Task directions
Search the data for the word "index" and copy every line where it occurs.

Information provided
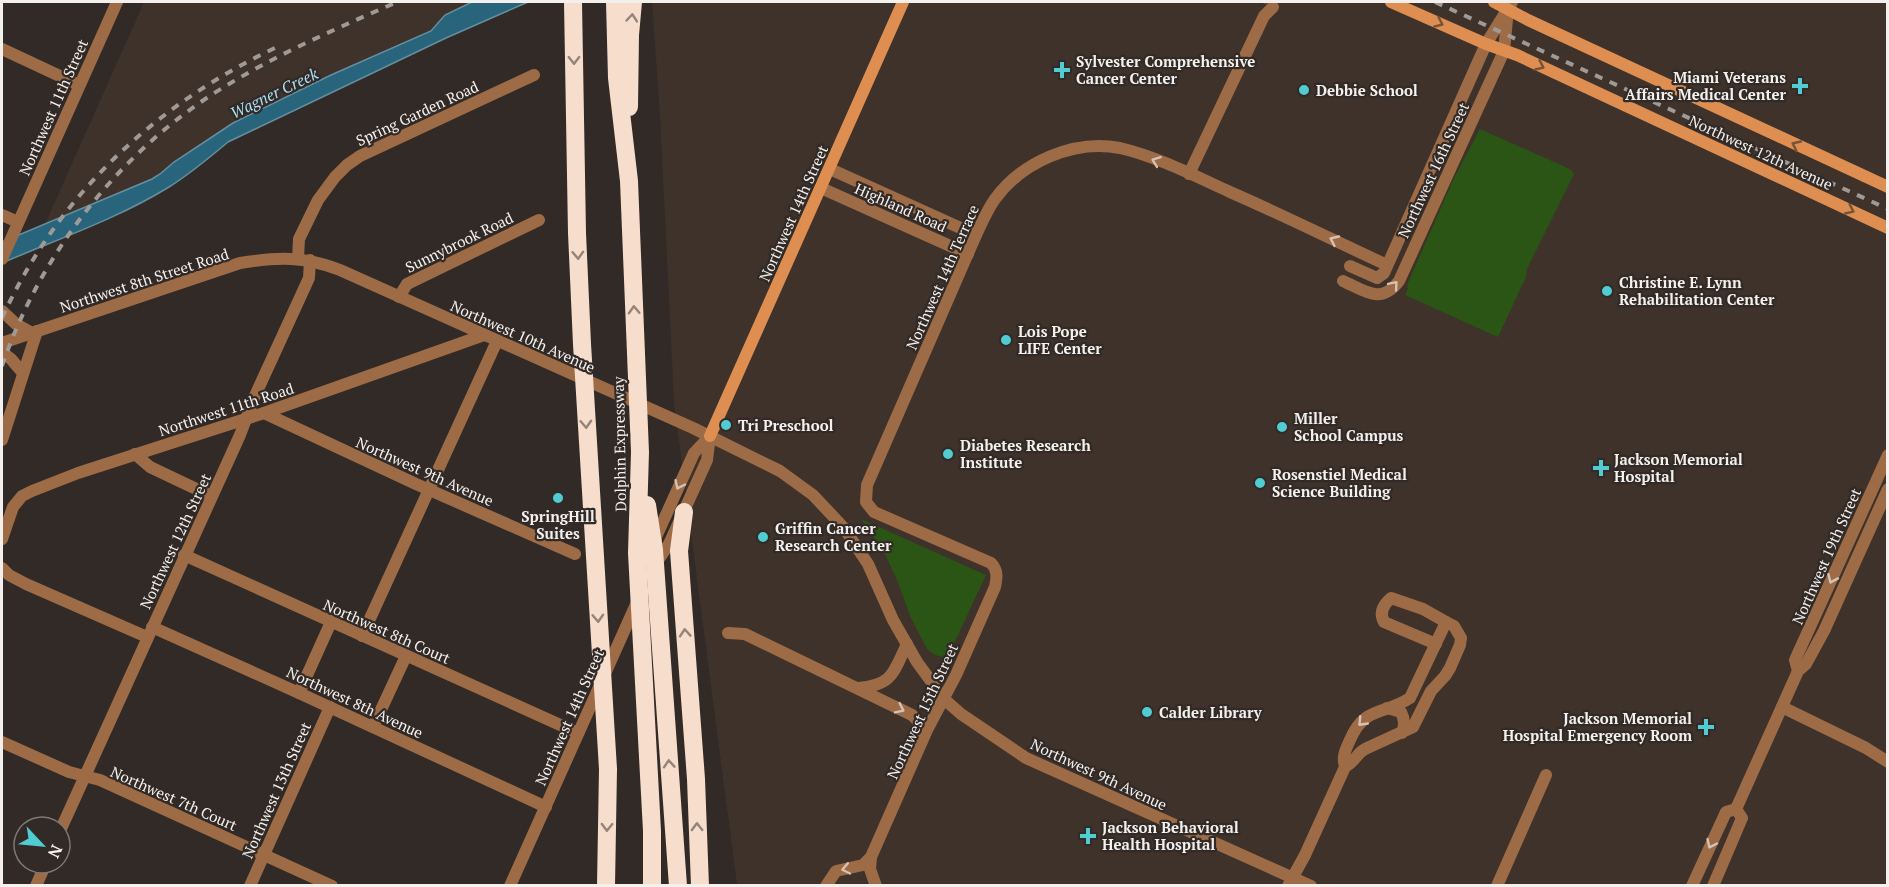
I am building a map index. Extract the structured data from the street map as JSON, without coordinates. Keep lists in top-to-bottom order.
{
  "streets": {
    "highway": ["Dolphin Expressway"],
    "main road": ["Northwest 12th Avenue", "Northwest 14th Street"],
    "street": [
      "Northwest 11th Street",
      "Spring Garden Road",
      "Northwest 16th Street",
      "Highland Road",
      "Sunnybrook Road",
      "Northwest 14th Terrace",
      "Northwest 8th Street Road",
      "Northwest 10th Avenue",
      "Northwest 11th Road",
      "Northwest 9th Avenue",
      "Northwest 12th Street",
      "Northwest 19th Street",
      "Northwest 8th Court",
      "Northwest 8th Avenue",
      "Northwest 15th Street",
      "Northwest 13th Street",
      "Northwest 7th Court"
    ]
  },
  "crossings": [
    ["Spring Garden Road", "Northwest 8th Street Road"],
    ["Spring Garden Road", "Northwest 10th Avenue"],
    ["Spring Garden Road", "Northwest 12th Street"],
    ["Northwest 12th Avenue", "Northwest 16th Street"],
    ["Northwest 16th Street", "Northwest 14th Terrace"],
    ["Highland Road", "Northwest 14th Street"],
    ["Highland Road", "Northwest 14th Terrace"],
    ["Northwest 14th Street", "Northwest 10th Avenue"],
    ["Northwest 14th Street", "Northwest 8th Court"],
    ["Northwest 14th Street", "Northwest 8th Avenue"],
    ["Sunnybrook Road", "Northwest 10th Avenue"],
    ["Northwest 14th Terrace", "Northwest 15th Street"],
    ["Northwest 8th Street Road", "Northwest 10th Avenue"],
    ["Northwest 8th Street Road", "Northwest 12th Street"],
    ["Northwest 10th Avenue", "Northwest 11th Road"],
    ["Northwest 10th Avenue", "Northwest 9th Avenue"],
    ["Northwest 10th Avenue", "Northwest 12th Street"],
    ["Northwest 11th Road", "Northwest 9th Avenue"],
    ["Northwest 11th Road", "Northwest 12th Street"],
    ["Northwest 9th Avenue", "Northwest 15th Street"],
    ["Northwest 12th Street", "Northwest 8th Court"],
    ["Northwest 12th Street", "Northwest 8th Avenue"],
    ["Northwest 12th Street", "Northwest 7th Court"],
    ["Northwest 8th Avenue", "Northwest 13th Street"],
    ["Northwest 13th Street", "Northwest 7th Court"]
  ],
  "one_way": ["Northwest 14th Terrace"],
  "water": ["Wagner Creek"],
  "places": {
    "health": [
      "Sylvester Comprehensive Cancer Center",
      "Miami Veterans Affairs Medical Center",
      "Jackson Memorial Hospital",
      "Jackson Memorial Hospital Emergency Room",
      "Jackson Behavioral Health Hospital"
    ],
    "other": [
      "Debbie School",
      "Christine E. Lynn Rehabilitation Center",
      "Lois Pope LIFE Center",
      "Tri Preschool",
      "Miller School Campus",
      "Diabetes Research Institute",
      "Rosenstiel Medical Science Building",
      "SpringHill Suites",
      "Griffin Cancer Research Center",
      "Calder Library"
    ]
  },
  "north": "bottom right"
}
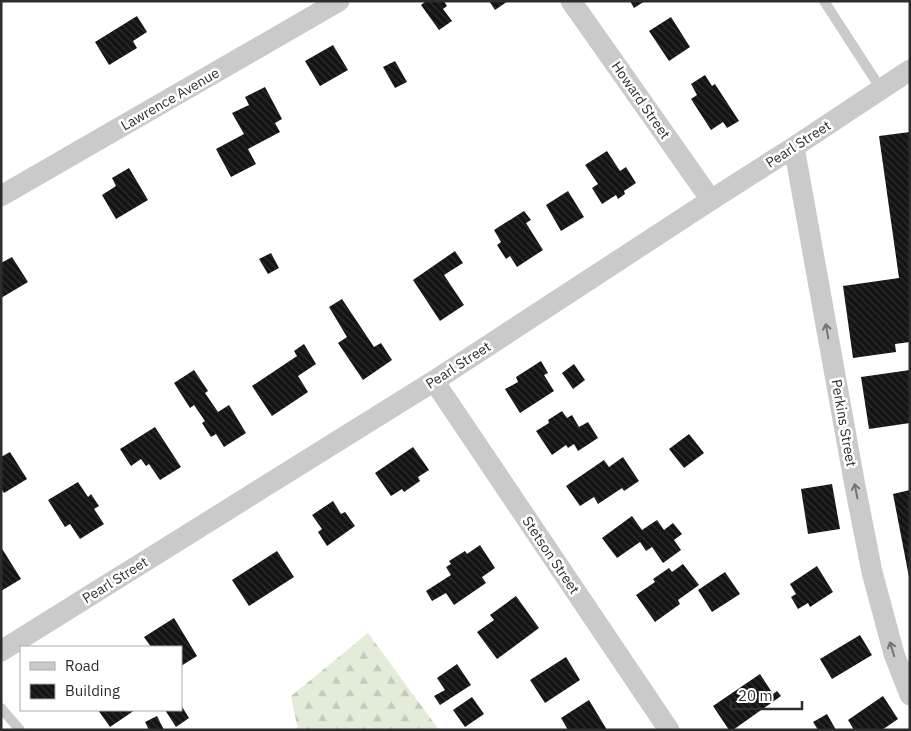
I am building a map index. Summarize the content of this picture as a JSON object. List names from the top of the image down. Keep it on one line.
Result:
{"streets":{"street":["Lawrence Avenue","Howard Street","Pearl Street","Perkins Street","Stetson Street"]},"crossings":[["Howard Street","Pearl Street"],["Pearl Street","Perkins Street"],["Pearl Street","Stetson Street"]],"one_way":["Perkins Street"],"legend":["Road","Building"],"scale_bar":"20 m"}
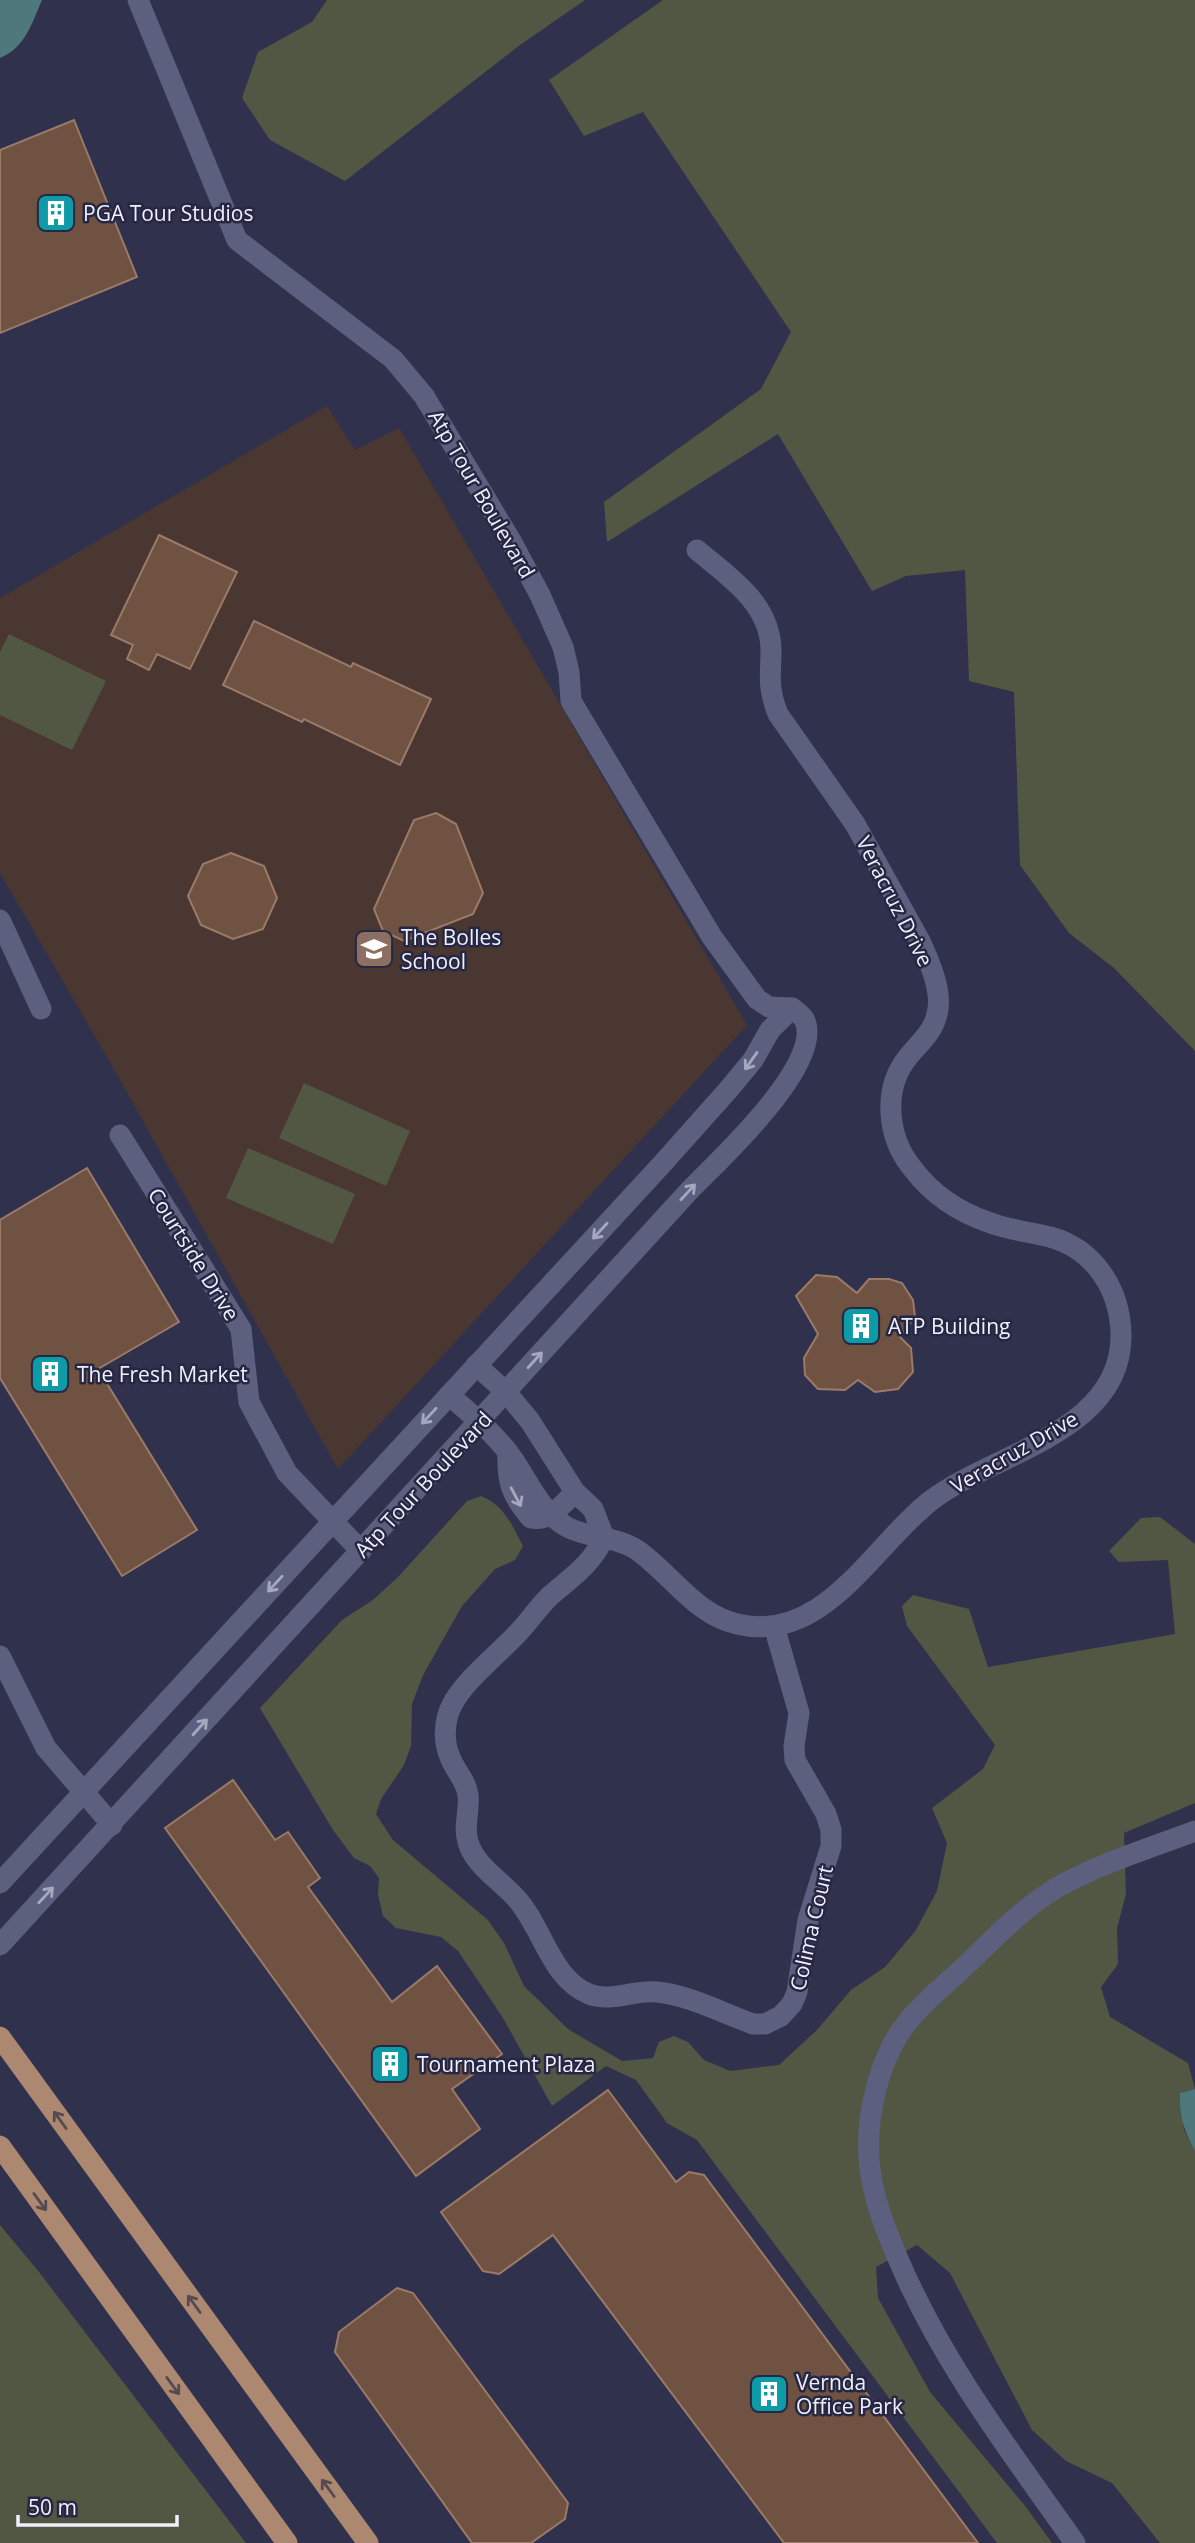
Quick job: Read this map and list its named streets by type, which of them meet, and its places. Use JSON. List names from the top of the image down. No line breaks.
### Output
{"streets":{"street":["Atp Tour Boulevard","Veracruz Drive","Courtside Drive","Colima Court"]},"crossings":[["Atp Tour Boulevard","Veracruz Drive"],["Atp Tour Boulevard","Courtside Drive"],["Veracruz Drive","Colima Court"]],"places":{"building":["PGA Tour Studios","ATP Building","The Fresh Market","Tournament Plaza","Vernda Office Park"],"school or university":["The Bolles School"]},"scale_bar":"50 m"}
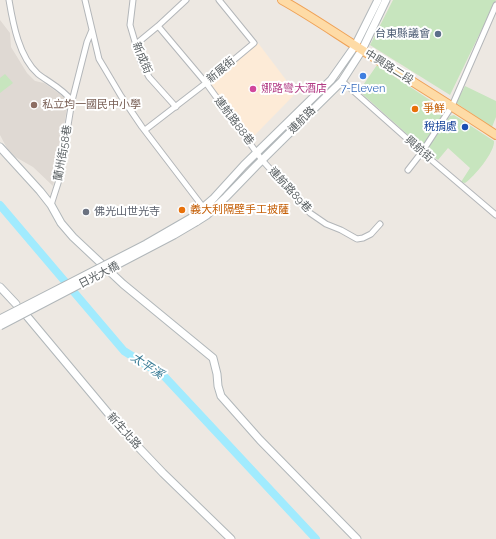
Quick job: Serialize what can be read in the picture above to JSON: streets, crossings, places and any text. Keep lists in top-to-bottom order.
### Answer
{
  "streets": {
    "main road": ["中興路二段"],
    "street": [
      "新成街",
      "新展街",
      "連航路",
      "連航路88巷",
      "興航街",
      "蘭州街58巷",
      "連航路89巷",
      "日光大橋",
      "新生北路"
    ]
  },
  "crossings": [
    ["新成街", "新展街"],
    ["中興路二段", "連航路"],
    ["新展街", "連航路88巷"],
    ["連航路", "連航路88巷"],
    ["連航路", "興航街"],
    ["連航路", "連航路89巷"],
    ["連航路", "日光大橋"],
    ["連航路88巷", "連航路89巷"]
  ],
  "water": ["太平溪"],
  "places": [
    "台東縣議會",
    "7-Eleven",
    "娜路彎大酒店",
    "私立均一國民中小學",
    "爭鮮",
    "稅捐處",
    "義大利隔壁手工披薩",
    "佛光山世光寺"
  ]
}
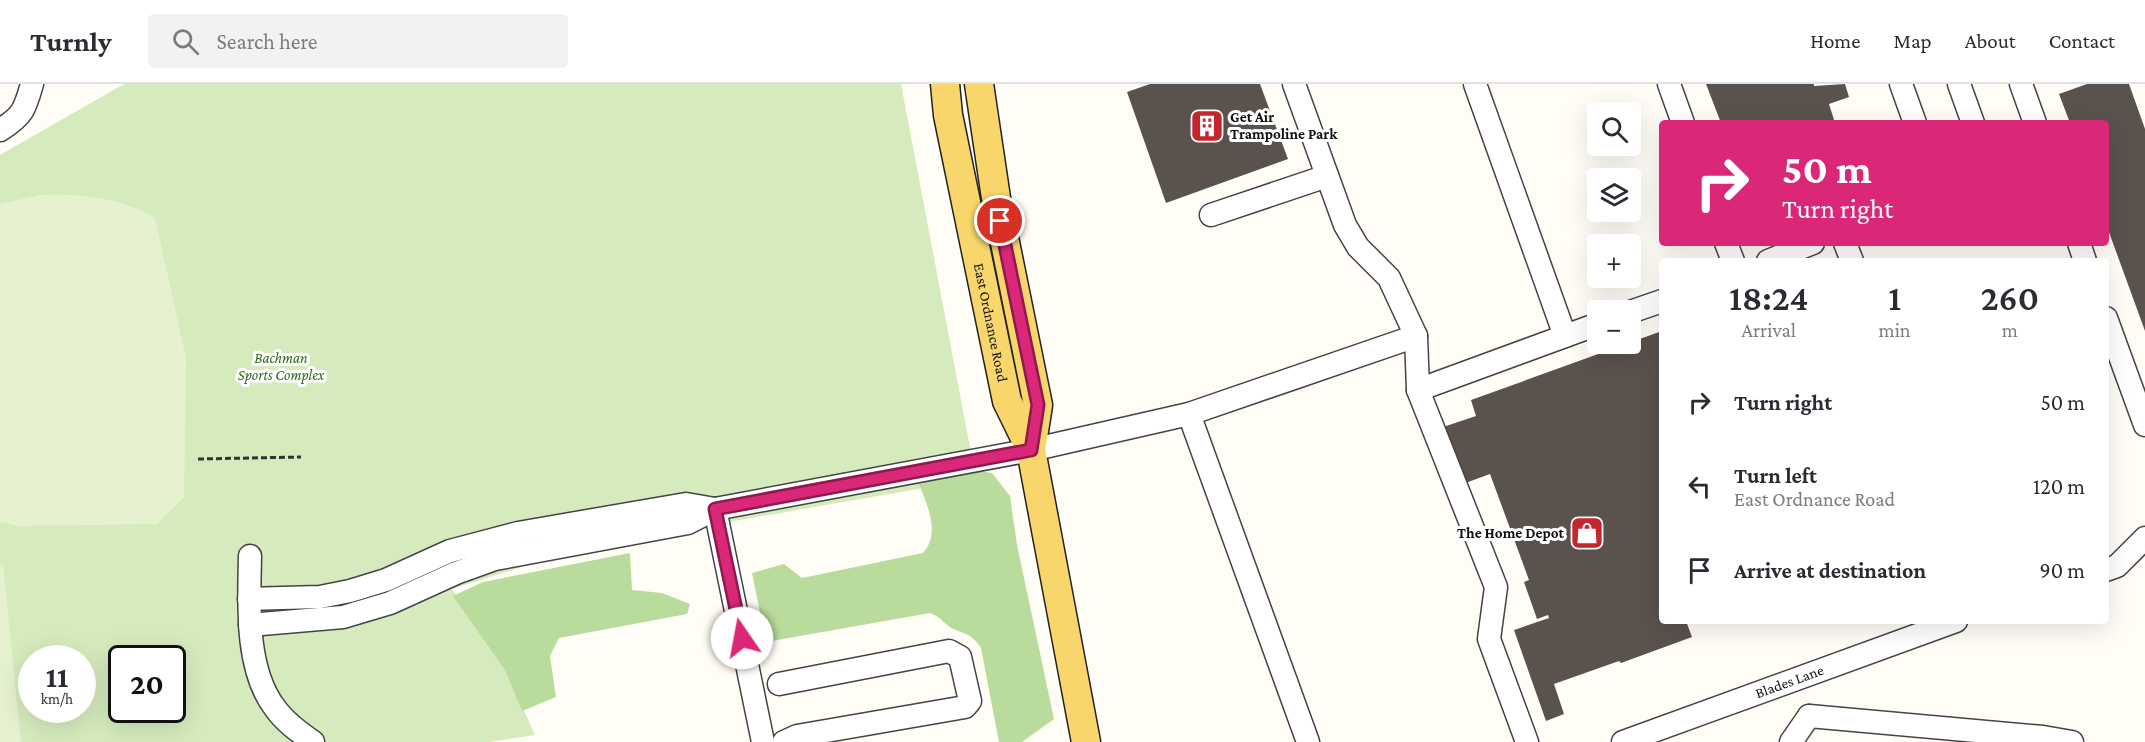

Exercise response
I am building a map index. Extract the structured data from the street map as JSON, without coordinates. Keep lists in top-to-bottom order.
I am building a map index. Summarize the content of this picture as a JSON object. List names from the top of the image down. Keep it on one line.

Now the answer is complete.